Resumen
Érase una vez, en una aldea, una pobre niña y su abuela. La niña había perdido a sus padres cuando era pequeña y trabajaba en la casa de un hombre rico. Cenaba allí, pero llevaba un poco de las sobras a casa para compartir con su abuela.
Un día de lluvia, la niña se refugió bajo un gran árbol en su camino de vuelta. Entonces, el árbol le habló: "Eres realmente trabajadora. Escucha. Dentro de tres días, seré talado por orden del señor y en tres meses me convertiré en un gran barco."
"Es una pena," dijo la niña.
El árbol continuó: "Sin embargo, aunque me empujen al mar, no me moveré. El señor dirá 'Recompensaré a quien empuje el barco al mar'. En ese momento, tú te pondrás en la proa del barco y dirás: '¡Barco, muévete! uno, dos, tres.' Entonces, yo iré lentamente al mar. Así, recibirás muchas recompensas."
Luego, el gran árbol fue talado al tercer día y llegó el día en que se convirtió en barco y salió al mar. Muchas personas empujaron el barco, pero no se movía de ninguna manera.

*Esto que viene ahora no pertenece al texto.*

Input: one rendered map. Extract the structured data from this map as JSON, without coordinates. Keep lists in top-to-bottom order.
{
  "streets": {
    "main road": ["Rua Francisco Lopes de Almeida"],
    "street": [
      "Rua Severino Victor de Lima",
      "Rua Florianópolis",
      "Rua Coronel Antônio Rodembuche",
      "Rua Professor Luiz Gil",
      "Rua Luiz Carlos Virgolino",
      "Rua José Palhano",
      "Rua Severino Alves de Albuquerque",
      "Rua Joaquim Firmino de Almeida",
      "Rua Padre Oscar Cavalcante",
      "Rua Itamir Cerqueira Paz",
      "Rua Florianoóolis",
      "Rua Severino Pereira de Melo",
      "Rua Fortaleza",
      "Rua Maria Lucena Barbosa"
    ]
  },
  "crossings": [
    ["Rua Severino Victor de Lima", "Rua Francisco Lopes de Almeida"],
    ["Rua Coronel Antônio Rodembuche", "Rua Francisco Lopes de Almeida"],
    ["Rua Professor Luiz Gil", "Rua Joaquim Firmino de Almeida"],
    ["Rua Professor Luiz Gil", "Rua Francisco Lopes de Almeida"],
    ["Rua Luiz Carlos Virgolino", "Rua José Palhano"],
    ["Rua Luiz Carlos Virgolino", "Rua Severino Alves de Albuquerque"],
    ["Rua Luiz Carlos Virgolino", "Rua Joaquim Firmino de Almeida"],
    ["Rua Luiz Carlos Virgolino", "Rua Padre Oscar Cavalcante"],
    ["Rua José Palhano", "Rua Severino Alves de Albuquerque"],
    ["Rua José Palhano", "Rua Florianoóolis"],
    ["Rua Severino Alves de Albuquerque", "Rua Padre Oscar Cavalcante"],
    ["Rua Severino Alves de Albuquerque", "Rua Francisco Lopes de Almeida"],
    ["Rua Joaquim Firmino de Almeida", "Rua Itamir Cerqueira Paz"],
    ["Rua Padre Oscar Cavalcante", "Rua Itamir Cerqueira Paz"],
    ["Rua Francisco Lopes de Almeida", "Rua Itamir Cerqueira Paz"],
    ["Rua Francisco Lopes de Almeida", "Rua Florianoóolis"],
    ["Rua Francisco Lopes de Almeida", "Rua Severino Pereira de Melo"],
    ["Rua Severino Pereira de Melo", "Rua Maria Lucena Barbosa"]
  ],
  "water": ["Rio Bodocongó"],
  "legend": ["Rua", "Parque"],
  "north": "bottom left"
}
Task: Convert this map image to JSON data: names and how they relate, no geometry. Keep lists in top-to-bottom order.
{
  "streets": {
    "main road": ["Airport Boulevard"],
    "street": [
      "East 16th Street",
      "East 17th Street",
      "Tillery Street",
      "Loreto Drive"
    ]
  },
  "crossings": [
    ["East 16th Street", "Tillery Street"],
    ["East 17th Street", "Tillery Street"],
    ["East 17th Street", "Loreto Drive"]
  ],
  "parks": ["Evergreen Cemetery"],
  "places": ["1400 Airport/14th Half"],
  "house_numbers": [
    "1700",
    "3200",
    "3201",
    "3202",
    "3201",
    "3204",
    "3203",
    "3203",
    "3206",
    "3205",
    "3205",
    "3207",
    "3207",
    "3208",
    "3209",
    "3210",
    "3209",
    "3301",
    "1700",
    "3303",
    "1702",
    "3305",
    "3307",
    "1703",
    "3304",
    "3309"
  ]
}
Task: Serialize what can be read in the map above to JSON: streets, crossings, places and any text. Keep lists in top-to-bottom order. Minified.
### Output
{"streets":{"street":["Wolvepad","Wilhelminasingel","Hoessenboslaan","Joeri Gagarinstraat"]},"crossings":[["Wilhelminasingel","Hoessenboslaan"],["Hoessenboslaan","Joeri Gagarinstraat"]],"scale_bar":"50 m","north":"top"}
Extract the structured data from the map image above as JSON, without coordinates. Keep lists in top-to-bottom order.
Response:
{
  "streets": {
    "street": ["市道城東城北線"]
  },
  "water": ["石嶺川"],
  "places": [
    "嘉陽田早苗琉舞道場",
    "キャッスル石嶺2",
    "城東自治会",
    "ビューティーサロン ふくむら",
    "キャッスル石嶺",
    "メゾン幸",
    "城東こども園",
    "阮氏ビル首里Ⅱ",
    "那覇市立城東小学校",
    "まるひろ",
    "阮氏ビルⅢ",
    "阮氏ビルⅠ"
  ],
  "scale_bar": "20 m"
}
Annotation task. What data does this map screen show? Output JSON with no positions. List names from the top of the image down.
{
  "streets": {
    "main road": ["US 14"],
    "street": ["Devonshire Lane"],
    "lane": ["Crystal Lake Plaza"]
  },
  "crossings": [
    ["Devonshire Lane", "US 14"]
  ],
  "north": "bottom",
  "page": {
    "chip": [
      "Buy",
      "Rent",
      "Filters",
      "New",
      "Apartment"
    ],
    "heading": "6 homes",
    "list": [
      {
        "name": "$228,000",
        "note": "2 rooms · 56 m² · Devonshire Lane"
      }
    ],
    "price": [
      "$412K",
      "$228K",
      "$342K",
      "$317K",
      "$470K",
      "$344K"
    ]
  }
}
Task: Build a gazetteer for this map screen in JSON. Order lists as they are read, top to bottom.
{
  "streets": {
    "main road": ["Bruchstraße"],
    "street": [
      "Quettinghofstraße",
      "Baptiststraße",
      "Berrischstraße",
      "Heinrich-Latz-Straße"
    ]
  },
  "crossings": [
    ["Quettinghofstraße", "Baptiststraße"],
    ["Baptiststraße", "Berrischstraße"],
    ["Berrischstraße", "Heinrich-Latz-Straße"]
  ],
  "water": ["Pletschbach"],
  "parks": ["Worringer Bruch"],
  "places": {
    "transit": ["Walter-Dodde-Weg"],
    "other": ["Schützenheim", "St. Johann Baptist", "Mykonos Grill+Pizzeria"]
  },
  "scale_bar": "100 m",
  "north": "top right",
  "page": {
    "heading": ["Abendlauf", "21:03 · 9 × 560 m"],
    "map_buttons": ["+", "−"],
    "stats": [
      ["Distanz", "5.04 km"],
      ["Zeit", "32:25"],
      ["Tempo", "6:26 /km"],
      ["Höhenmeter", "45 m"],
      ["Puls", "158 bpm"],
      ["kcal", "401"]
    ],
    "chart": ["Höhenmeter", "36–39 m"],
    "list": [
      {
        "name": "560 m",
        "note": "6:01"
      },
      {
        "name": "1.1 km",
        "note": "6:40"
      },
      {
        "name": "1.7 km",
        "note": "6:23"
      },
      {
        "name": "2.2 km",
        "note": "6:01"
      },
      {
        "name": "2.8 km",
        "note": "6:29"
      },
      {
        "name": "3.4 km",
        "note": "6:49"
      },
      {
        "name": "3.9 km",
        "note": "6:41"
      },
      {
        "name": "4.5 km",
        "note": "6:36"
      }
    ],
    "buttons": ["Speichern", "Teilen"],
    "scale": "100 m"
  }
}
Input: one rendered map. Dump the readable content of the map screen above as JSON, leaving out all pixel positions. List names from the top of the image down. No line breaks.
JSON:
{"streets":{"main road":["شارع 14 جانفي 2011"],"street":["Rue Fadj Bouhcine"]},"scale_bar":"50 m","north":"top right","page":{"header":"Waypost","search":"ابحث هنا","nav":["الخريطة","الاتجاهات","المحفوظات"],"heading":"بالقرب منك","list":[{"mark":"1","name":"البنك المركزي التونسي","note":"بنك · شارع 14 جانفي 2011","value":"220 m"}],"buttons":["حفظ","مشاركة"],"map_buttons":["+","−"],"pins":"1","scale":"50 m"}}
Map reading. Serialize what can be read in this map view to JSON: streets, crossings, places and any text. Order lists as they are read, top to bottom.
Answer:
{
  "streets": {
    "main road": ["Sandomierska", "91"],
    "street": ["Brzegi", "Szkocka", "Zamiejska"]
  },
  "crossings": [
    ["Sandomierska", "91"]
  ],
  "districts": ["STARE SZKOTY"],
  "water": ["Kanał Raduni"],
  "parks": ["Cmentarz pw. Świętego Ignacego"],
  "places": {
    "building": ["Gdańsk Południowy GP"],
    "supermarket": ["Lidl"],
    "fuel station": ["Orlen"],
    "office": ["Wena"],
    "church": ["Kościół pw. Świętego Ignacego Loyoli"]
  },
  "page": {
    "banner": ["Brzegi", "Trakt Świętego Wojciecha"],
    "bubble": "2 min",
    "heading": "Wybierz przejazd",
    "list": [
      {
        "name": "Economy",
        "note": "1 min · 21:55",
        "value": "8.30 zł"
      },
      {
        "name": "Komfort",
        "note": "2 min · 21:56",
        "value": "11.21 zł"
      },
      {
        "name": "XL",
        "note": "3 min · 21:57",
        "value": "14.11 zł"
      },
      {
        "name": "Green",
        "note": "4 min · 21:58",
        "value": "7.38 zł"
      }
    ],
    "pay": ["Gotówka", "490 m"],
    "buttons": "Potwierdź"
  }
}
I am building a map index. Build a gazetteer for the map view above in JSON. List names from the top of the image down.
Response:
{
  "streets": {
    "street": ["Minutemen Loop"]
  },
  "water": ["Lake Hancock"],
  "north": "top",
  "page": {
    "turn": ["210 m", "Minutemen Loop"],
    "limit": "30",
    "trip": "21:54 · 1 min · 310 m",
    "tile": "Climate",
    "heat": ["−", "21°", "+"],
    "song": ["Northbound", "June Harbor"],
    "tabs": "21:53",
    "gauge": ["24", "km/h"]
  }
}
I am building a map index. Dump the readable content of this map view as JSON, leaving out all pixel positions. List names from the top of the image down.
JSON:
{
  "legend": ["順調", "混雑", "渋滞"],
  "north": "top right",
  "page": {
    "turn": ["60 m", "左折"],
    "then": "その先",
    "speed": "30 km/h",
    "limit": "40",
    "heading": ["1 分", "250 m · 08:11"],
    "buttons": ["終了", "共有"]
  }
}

Entonces, el señor dio una orden.
Cuando la niña se ofreció, la gente a su alrededor se rió y dijo: "¿Cómo puede una mujer mover un barco que ni siquiera los hombres pueden mover?"
El señor dijo: "Cualquiera que lo haga será bienvenido." Mientras todos observaban, la niña se puso en la proa del barco y gritó: "¡Barco, muévete! uno, dos, tres."
Entonces, sorprendentemente, el barco comenzó a moverse poco a poco y flotó en el mar. "Qué niña tan maravillosa," sorprendió a todos. El señor también se asombró y preguntó: "¿Qué puedes hacer?"
La niña respondió en silencio: "No soy nada extraordinario. Simplemente hice lo que el árbol dijo."
El señor dijo: "Como prometí, te daré una recompensa. No dudes en decirme lo que deseas."
La niña dijo: "Tengo una abuela de 60 años en casa, y somos tan pobres que no podemos comprar arroz ni ropa."
"Entiendo," respondió el señor. Al día siguiente, hizo que sus sirvientes llevaran arroz y ropa a la casa de la niña.
Después de eso, la niña y su abuela vivieron felices. Y colorín colorado, este cuento se ha acabado.